Ombres chimiques

Masses obscures

de Laurent PilonGalerie Rochefort et Studio Jacques Bilodeauoctobre 1999

Spirale janvier-février 2000

par Christine Palmiéri

Plusieurs pensent que l’œuvre de Laurent Pilon joue du trompe-l’œil, dans la mesure où elle « ferait semblant » d’offrir à notre sensibilité des figures d’un monde organique préexistant. Or, aussi loin que nous remontions dans l’histoire géodésique ou zoologique de la terre, cet univers physique et biologique dans lequel nous plongent ses sculptures, nous ne retrouvons nulle part de référents spéculaires qui soient la preuve tangible que l’artiste sombre dans une banale mimésis du monde. S’il est vrai que la pensée, dans ses folles inférences, peut nous conduire vers des référents d’ordre organique, elle nous amène toutefois à outrepasser ce que nous sommes censés y voir : des coques vides, des enveloppes calcaires, jamais habitées ni touchées par un organisme vivant. Ainsi procède trop souvent la visée interprétative, selon une logique précipitée qui évacue le sens symbolique pour ne laisser qu’un faire, qui ne serait qu’une « façon » rhétorique de travailler la matière.
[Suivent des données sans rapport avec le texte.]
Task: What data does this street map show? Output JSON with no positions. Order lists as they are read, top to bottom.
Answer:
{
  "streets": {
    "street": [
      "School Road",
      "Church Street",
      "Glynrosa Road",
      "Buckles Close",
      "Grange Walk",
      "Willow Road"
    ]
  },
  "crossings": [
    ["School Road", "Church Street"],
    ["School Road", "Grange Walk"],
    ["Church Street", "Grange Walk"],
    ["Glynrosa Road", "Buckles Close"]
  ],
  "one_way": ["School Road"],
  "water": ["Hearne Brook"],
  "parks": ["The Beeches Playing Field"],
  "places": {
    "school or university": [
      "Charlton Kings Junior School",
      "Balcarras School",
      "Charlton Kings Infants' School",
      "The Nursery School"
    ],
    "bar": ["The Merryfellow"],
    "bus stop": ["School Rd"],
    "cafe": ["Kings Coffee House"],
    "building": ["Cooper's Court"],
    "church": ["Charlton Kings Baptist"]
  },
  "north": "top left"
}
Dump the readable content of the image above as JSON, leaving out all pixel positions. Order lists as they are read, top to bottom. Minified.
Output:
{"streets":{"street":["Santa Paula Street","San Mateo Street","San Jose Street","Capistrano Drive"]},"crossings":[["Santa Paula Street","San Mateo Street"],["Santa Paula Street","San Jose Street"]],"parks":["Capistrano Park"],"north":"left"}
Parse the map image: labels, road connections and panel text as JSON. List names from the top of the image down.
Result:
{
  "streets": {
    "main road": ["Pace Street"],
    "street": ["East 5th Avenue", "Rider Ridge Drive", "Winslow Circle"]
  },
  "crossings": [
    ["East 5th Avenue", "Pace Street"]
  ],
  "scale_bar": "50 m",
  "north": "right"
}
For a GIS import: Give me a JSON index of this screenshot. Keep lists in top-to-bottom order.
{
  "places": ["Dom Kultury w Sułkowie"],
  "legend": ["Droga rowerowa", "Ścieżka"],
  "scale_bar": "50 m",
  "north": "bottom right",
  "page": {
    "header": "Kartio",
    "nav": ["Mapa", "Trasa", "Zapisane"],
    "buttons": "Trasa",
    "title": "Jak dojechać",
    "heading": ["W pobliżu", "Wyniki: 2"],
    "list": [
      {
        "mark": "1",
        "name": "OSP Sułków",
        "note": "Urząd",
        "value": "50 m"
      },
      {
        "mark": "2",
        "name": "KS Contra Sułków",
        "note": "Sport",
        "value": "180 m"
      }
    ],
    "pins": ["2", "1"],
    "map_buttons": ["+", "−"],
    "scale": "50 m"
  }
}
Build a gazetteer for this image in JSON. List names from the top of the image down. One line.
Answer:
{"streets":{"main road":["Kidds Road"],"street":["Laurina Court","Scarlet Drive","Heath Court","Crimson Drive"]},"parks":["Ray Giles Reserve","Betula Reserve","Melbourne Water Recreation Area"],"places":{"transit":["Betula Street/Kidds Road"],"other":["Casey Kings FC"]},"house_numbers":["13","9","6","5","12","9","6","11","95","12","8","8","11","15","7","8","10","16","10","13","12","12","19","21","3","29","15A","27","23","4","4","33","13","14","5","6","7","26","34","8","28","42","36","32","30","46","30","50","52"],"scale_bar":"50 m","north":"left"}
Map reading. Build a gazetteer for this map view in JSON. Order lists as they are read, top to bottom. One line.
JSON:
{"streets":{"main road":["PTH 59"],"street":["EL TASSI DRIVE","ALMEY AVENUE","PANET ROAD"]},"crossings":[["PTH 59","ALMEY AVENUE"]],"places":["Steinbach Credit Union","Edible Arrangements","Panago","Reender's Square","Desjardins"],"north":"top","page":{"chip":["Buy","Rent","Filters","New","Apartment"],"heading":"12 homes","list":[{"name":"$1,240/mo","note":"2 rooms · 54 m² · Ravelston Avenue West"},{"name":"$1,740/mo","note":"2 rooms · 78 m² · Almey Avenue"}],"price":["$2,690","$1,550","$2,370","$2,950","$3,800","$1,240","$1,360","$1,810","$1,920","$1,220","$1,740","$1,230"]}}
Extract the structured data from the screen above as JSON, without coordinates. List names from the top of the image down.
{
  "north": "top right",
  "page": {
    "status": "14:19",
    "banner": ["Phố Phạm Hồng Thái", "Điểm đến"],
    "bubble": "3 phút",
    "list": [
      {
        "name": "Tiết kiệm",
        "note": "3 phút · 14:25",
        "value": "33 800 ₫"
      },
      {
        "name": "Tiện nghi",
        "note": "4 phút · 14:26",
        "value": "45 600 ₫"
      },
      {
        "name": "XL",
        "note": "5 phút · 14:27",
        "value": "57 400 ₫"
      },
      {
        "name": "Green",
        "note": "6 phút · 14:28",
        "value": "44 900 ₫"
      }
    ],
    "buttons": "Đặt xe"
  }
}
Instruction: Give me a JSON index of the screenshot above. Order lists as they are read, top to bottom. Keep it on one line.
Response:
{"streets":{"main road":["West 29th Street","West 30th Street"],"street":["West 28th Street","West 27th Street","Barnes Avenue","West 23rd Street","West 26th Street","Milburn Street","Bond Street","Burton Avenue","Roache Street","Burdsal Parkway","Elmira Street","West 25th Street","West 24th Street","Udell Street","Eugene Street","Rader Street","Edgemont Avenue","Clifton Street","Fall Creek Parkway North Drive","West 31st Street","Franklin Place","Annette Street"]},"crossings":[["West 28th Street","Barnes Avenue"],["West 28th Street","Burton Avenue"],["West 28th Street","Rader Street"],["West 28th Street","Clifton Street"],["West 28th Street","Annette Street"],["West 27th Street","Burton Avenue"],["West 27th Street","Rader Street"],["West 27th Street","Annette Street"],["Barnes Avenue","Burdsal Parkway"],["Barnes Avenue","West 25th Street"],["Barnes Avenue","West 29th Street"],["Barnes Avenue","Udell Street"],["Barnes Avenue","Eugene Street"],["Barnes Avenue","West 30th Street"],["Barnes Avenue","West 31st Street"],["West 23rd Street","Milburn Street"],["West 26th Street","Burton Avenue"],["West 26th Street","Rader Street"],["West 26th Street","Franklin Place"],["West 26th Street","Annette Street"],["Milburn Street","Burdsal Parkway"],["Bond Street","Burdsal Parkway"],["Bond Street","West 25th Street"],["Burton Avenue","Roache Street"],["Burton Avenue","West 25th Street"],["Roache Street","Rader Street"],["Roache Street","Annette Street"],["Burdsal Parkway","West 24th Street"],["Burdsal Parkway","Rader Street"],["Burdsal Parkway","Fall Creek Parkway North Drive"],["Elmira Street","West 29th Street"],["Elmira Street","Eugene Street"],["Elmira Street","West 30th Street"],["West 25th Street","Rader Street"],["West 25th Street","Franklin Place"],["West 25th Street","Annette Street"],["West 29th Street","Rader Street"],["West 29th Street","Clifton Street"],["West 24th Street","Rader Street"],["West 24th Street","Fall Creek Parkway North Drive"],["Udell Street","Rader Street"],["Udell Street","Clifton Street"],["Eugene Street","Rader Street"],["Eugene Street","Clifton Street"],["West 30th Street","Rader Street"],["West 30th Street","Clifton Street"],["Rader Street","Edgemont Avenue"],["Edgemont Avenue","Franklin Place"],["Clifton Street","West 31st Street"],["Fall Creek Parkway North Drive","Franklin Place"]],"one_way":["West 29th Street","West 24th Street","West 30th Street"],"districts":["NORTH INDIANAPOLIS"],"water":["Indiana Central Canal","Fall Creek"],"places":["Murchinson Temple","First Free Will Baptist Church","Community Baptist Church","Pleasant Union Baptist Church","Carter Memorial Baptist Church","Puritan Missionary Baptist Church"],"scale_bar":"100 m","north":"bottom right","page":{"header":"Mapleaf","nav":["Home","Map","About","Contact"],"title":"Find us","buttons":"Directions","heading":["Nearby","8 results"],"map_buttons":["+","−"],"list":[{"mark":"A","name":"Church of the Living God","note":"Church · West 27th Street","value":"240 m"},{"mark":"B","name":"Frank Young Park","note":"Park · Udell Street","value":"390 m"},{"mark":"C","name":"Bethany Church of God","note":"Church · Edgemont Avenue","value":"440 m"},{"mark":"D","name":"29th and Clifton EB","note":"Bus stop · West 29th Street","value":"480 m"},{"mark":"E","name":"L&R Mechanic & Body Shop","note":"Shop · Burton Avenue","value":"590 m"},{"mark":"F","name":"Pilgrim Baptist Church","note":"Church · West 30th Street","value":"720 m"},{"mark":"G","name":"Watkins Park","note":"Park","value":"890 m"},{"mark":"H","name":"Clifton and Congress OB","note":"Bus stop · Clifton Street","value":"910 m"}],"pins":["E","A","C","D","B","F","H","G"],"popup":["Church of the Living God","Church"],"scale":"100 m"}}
L’œuvre de Laurent Pilon va beaucoup plus loin : elle rend compte d’une mémoire de formes ancestrales et de textures granuleuses, poreuses ou lisses, empreintes mnésiques qui coulent entre les doigts du modeleur en se mêlant à la résine fluide qui épouse les cavités du moule. Ces grandes architectures du vide, intitulées Les danseurs, ces géantes carapaces qui se meuvent avec notre regard dans l’espace d’un temps anachronique, sont créées dans des matériaux du XXe siècle mais selon des techniques qui remontent à la nuit des temps. Constituées d’un amalgame de substances chimiques et de matières mnésiques, elles s’érigent entre passé et présent, tels des avortons de résine de polyester qui se cherchent une identité auprès des agates, des marbres, des ammonites, des carapaces de scarabée que la mémoire du corps a greffés les uns aux autres.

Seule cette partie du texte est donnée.